Assignment:
Write out every record below exactly, so that nothing differs from what is shown.

Data for analysis:
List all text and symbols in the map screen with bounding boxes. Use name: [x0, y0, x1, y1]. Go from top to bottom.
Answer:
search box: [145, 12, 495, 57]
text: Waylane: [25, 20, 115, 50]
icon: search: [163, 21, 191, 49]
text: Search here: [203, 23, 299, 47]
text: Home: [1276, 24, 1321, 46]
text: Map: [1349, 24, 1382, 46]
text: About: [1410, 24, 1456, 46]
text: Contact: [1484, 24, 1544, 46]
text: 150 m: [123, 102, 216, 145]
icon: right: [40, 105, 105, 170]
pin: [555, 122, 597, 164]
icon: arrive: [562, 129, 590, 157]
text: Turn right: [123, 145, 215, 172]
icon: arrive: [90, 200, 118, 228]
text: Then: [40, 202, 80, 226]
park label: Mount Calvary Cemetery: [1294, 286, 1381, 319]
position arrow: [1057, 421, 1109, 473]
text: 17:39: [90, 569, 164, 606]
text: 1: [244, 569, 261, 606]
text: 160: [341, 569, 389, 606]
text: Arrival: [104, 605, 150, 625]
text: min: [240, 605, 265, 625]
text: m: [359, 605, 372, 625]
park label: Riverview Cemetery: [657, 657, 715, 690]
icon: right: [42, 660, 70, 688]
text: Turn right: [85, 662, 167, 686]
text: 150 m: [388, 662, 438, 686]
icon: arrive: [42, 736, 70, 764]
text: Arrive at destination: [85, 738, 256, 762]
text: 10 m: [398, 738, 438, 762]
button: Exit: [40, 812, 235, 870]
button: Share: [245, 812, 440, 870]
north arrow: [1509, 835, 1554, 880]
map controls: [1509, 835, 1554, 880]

Result:
List all text and symbols in the map screen with bounding boxes. Use name: [x0, y0, x1, y1]. Go from top to bottom.
Answer:
search box: [145, 12, 495, 57]
text: Waylane: [25, 20, 115, 50]
icon: search: [163, 21, 191, 49]
text: Search here: [203, 23, 299, 47]
text: Home: [1276, 24, 1321, 46]
text: Map: [1349, 24, 1382, 46]
text: About: [1410, 24, 1456, 46]
text: Contact: [1484, 24, 1544, 46]
text: 150 m: [123, 102, 216, 145]
icon: right: [40, 105, 105, 170]
pin: [555, 122, 597, 164]
icon: arrive: [562, 129, 590, 157]
text: Turn right: [123, 145, 215, 172]
icon: arrive: [90, 200, 118, 228]
text: Then: [40, 202, 80, 226]
park label: Mount Calvary Cemetery: [1294, 286, 1381, 319]
position arrow: [1057, 421, 1109, 473]
text: 17:39: [90, 569, 164, 606]
text: 1: [244, 569, 261, 606]
text: 160: [341, 569, 389, 606]
text: Arrival: [104, 605, 150, 625]
text: min: [240, 605, 265, 625]
text: m: [359, 605, 372, 625]
park label: Riverview Cemetery: [657, 657, 715, 690]
icon: right: [42, 660, 70, 688]
text: Turn right: [85, 662, 167, 686]
text: 150 m: [388, 662, 438, 686]
icon: arrive: [42, 736, 70, 764]
text: Arrive at destination: [85, 738, 256, 762]
text: 10 m: [398, 738, 438, 762]
button: Exit: [40, 812, 235, 870]
button: Share: [245, 812, 440, 870]
north arrow: [1509, 835, 1554, 880]
map controls: [1509, 835, 1554, 880]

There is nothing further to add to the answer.